__Task requirements__
Would you return each entry exactly as written, omitting any pictures?

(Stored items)
*-*-*

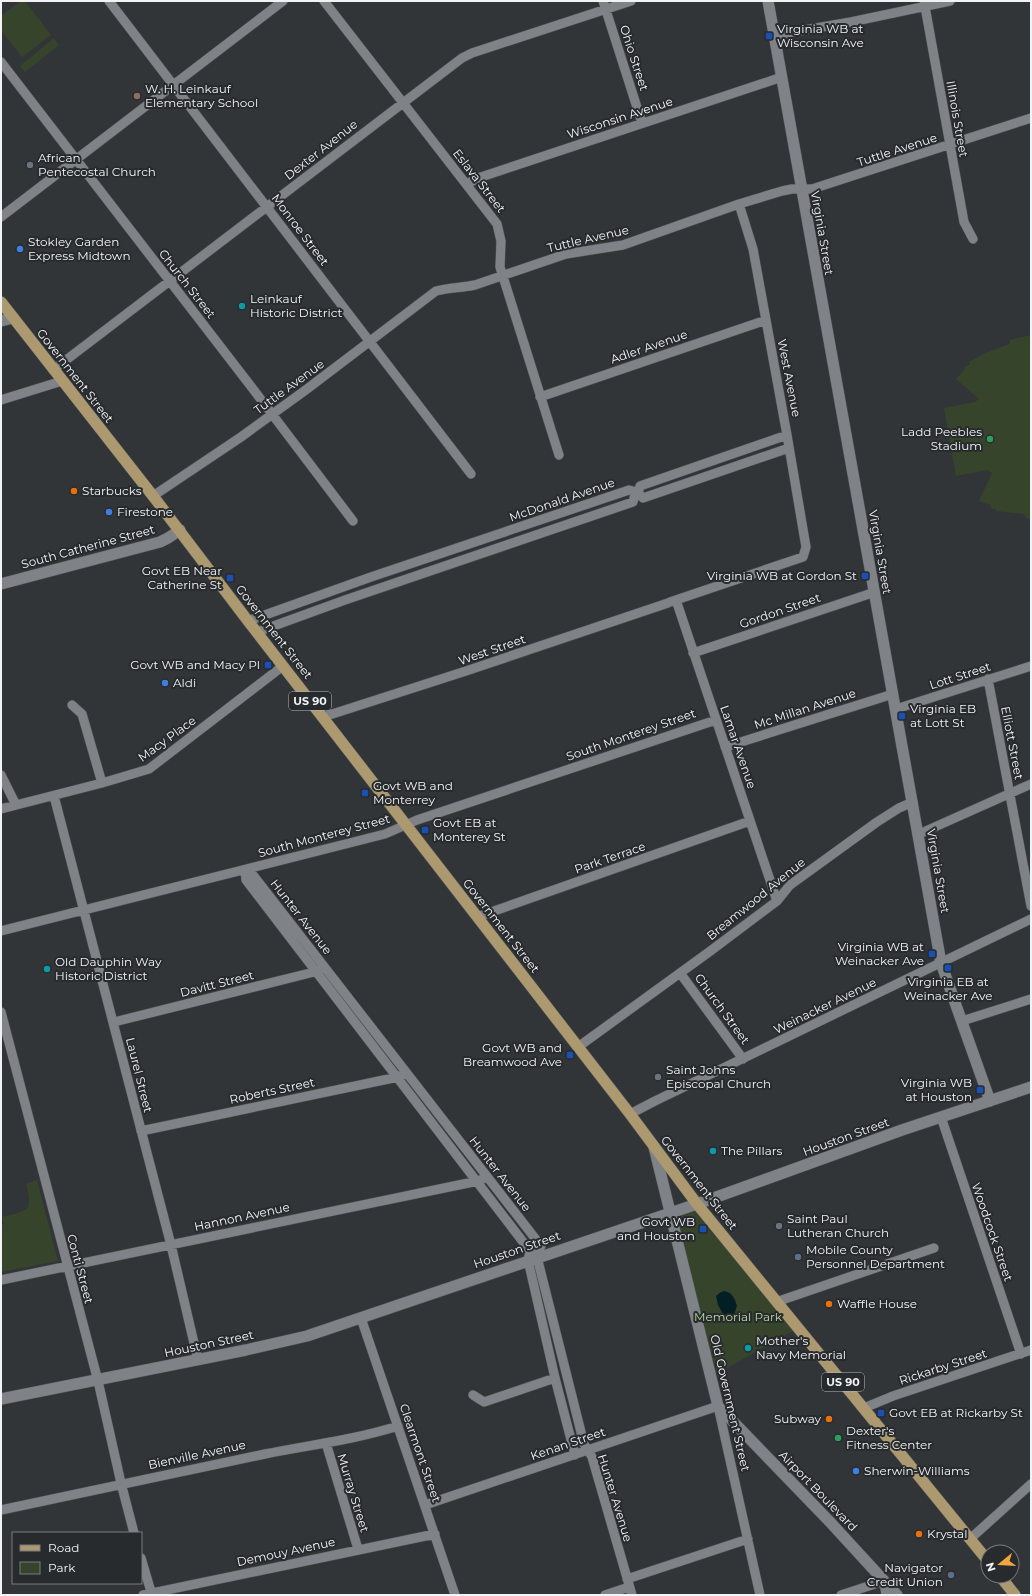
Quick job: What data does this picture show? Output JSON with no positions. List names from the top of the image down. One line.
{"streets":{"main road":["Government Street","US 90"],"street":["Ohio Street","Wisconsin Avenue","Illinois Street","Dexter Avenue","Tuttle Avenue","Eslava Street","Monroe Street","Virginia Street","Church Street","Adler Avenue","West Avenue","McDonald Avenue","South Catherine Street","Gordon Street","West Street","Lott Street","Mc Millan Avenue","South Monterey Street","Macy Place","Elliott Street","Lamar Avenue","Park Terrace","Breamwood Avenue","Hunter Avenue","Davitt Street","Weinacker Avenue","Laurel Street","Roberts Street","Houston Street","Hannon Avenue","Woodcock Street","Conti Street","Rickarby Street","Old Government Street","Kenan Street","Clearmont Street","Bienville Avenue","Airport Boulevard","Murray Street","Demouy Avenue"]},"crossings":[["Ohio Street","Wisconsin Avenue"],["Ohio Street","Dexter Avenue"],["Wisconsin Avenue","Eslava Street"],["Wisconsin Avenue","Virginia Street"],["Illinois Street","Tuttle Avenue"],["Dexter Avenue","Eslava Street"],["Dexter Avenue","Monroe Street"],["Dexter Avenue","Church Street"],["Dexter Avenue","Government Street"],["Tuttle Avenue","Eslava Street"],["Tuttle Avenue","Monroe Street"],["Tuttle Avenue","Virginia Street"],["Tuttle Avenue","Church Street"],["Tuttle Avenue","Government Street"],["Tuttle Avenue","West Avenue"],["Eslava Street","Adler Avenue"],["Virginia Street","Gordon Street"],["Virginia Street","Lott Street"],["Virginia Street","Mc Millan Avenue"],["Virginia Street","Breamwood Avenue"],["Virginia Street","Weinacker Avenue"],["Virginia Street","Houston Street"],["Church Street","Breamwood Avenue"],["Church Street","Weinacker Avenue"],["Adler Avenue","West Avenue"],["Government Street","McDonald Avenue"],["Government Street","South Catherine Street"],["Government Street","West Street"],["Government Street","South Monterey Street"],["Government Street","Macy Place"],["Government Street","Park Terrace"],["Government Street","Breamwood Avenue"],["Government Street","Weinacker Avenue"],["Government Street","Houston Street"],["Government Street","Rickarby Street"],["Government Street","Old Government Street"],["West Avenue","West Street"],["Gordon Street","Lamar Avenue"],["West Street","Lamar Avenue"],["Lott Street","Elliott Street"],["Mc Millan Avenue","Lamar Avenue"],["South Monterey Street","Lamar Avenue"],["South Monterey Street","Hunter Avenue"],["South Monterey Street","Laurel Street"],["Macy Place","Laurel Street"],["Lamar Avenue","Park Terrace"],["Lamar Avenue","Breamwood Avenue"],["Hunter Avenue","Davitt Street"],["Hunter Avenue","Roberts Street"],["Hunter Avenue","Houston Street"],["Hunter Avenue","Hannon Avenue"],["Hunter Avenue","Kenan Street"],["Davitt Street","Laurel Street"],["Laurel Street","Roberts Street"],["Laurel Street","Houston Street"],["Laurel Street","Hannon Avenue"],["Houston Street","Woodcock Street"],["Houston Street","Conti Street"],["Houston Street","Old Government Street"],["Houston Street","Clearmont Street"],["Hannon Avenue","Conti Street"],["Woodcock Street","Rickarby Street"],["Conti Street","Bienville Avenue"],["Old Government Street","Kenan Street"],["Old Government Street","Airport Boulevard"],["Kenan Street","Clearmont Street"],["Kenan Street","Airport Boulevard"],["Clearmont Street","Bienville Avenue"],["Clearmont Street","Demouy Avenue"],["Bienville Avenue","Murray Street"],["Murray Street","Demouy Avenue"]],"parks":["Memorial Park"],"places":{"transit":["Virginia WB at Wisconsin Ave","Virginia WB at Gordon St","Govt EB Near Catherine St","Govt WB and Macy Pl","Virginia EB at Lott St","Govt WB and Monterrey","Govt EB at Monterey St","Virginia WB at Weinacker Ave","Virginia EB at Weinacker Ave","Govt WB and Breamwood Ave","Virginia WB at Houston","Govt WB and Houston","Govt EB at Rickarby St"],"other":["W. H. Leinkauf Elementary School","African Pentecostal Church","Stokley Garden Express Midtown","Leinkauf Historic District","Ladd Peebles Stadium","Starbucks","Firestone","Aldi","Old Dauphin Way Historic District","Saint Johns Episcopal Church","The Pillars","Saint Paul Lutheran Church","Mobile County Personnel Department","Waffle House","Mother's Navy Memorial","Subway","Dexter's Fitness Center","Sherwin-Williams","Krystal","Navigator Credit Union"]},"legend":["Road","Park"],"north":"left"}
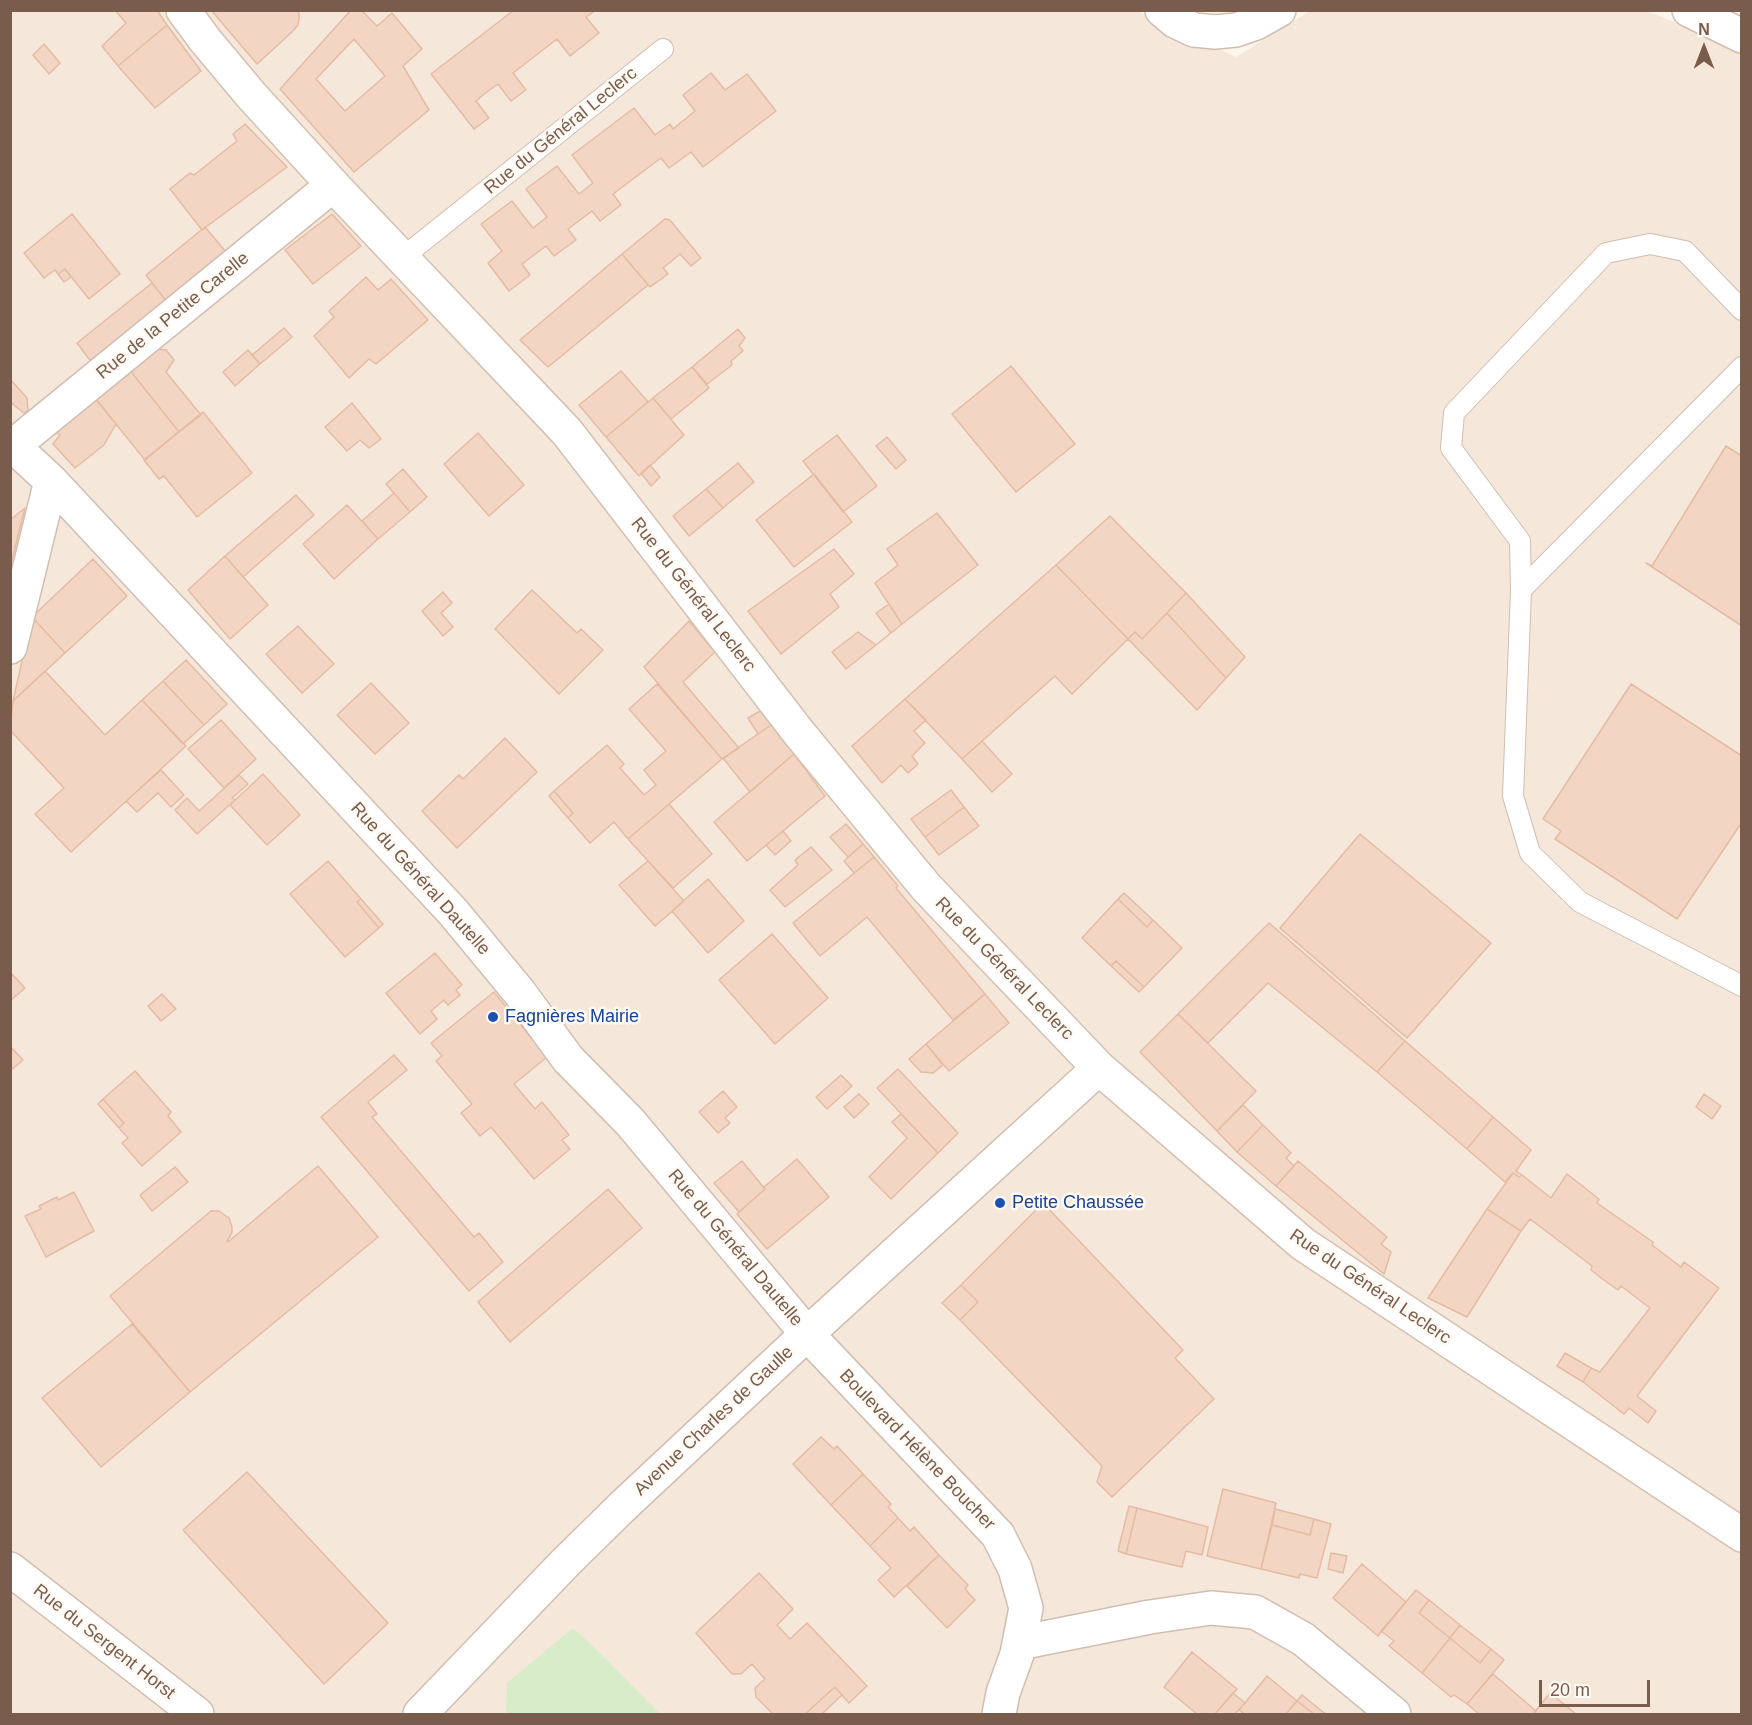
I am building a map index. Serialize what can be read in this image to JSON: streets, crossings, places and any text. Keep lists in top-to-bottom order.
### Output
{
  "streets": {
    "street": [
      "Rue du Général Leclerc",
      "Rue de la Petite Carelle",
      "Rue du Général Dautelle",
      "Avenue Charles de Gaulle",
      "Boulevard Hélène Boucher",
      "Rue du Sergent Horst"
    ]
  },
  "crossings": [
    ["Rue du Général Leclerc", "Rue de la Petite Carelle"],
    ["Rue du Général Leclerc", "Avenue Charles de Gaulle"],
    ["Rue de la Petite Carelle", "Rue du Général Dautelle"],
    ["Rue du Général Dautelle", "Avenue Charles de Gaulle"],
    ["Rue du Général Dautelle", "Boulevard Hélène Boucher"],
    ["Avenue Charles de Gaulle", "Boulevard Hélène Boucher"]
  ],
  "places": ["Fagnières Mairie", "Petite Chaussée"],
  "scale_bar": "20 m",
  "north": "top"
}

*-*-*

__Written solution__
Quick job: What data does this picture show? Output JSON with no positions. List names from the top of the image down. One line.
{"streets":{"main road":["Government Street","US 90"],"street":["Ohio Street","Wisconsin Avenue","Illinois Street","Dexter Avenue","Tuttle Avenue","Eslava Street","Monroe Street","Virginia Street","Church Street","Adler Avenue","West Avenue","McDonald Avenue","South Catherine Street","Gordon Street","West Street","Lott Street","Mc Millan Avenue","South Monterey Street","Macy Place","Elliott Street","Lamar Avenue","Park Terrace","Breamwood Avenue","Hunter Avenue","Davitt Street","Weinacker Avenue","Laurel Street","Roberts Street","Houston Street","Hannon Avenue","Woodcock Street","Conti Street","Rickarby Street","Old Government Street","Kenan Street","Clearmont Street","Bienville Avenue","Airport Boulevard","Murray Street","Demouy Avenue"]},"crossings":[["Ohio Street","Wisconsin Avenue"],["Ohio Street","Dexter Avenue"],["Wisconsin Avenue","Eslava Street"],["Wisconsin Avenue","Virginia Street"],["Illinois Street","Tuttle Avenue"],["Dexter Avenue","Eslava Street"],["Dexter Avenue","Monroe Street"],["Dexter Avenue","Church Street"],["Dexter Avenue","Government Street"],["Tuttle Avenue","Eslava Street"],["Tuttle Avenue","Monroe Street"],["Tuttle Avenue","Virginia Street"],["Tuttle Avenue","Church Street"],["Tuttle Avenue","Government Street"],["Tuttle Avenue","West Avenue"],["Eslava Street","Adler Avenue"],["Virginia Street","Gordon Street"],["Virginia Street","Lott Street"],["Virginia Street","Mc Millan Avenue"],["Virginia Street","Breamwood Avenue"],["Virginia Street","Weinacker Avenue"],["Virginia Street","Houston Street"],["Church Street","Breamwood Avenue"],["Church Street","Weinacker Avenue"],["Adler Avenue","West Avenue"],["Government Street","McDonald Avenue"],["Government Street","South Catherine Street"],["Government Street","West Street"],["Government Street","South Monterey Street"],["Government Street","Macy Place"],["Government Street","Park Terrace"],["Government Street","Breamwood Avenue"],["Government Street","Weinacker Avenue"],["Government Street","Houston Street"],["Government Street","Rickarby Street"],["Government Street","Old Government Street"],["West Avenue","West Street"],["Gordon Street","Lamar Avenue"],["West Street","Lamar Avenue"],["Lott Street","Elliott Street"],["Mc Millan Avenue","Lamar Avenue"],["South Monterey Street","Lamar Avenue"],["South Monterey Street","Hunter Avenue"],["South Monterey Street","Laurel Street"],["Macy Place","Laurel Street"],["Lamar Avenue","Park Terrace"],["Lamar Avenue","Breamwood Avenue"],["Hunter Avenue","Davitt Street"],["Hunter Avenue","Roberts Street"],["Hunter Avenue","Houston Street"],["Hunter Avenue","Hannon Avenue"],["Hunter Avenue","Kenan Street"],["Davitt Street","Laurel Street"],["Laurel Street","Roberts Street"],["Laurel Street","Houston Street"],["Laurel Street","Hannon Avenue"],["Houston Street","Woodcock Street"],["Houston Street","Conti Street"],["Houston Street","Old Government Street"],["Houston Street","Clearmont Street"],["Hannon Avenue","Conti Street"],["Woodcock Street","Rickarby Street"],["Conti Street","Bienville Avenue"],["Old Government Street","Kenan Street"],["Old Government Street","Airport Boulevard"],["Kenan Street","Clearmont Street"],["Kenan Street","Airport Boulevard"],["Clearmont Street","Bienville Avenue"],["Clearmont Street","Demouy Avenue"],["Bienville Avenue","Murray Street"],["Murray Street","Demouy Avenue"]],"parks":["Memorial Park"],"places":{"transit":["Virginia WB at Wisconsin Ave","Virginia WB at Gordon St","Govt EB Near Catherine St","Govt WB and Macy Pl","Virginia EB at Lott St","Govt WB and Monterrey","Govt EB at Monterey St","Virginia WB at Weinacker Ave","Virginia EB at Weinacker Ave","Govt WB and Breamwood Ave","Virginia WB at Houston","Govt WB and Houston","Govt EB at Rickarby St"],"other":["W. H. Leinkauf Elementary School","African Pentecostal Church","Stokley Garden Express Midtown","Leinkauf Historic District","Ladd Peebles Stadium","Starbucks","Firestone","Aldi","Old Dauphin Way Historic District","Saint Johns Episcopal Church","The Pillars","Saint Paul Lutheran Church","Mobile County Personnel Department","Waffle House","Mother's Navy Memorial","Subway","Dexter's Fitness Center","Sherwin-Williams","Krystal","Navigator Credit Union"]},"legend":["Road","Park"],"north":"left"}
I am building a map index. Serialize what can be read in this image to JSON: streets, crossings, places and any text. Keep lists in top-to-bottom order.
### Output
{
  "streets": {
    "street": [
      "Rue du Général Leclerc",
      "Rue de la Petite Carelle",
      "Rue du Général Dautelle",
      "Avenue Charles de Gaulle",
      "Boulevard Hélène Boucher",
      "Rue du Sergent Horst"
    ]
  },
  "crossings": [
    ["Rue du Général Leclerc", "Rue de la Petite Carelle"],
    ["Rue du Général Leclerc", "Avenue Charles de Gaulle"],
    ["Rue de la Petite Carelle", "Rue du Général Dautelle"],
    ["Rue du Général Dautelle", "Avenue Charles de Gaulle"],
    ["Rue du Général Dautelle", "Boulevard Hélène Boucher"],
    ["Avenue Charles de Gaulle", "Boulevard Hélène Boucher"]
  ],
  "places": ["Fagnières Mairie", "Petite Chaussée"],
  "scale_bar": "20 m",
  "north": "top"
}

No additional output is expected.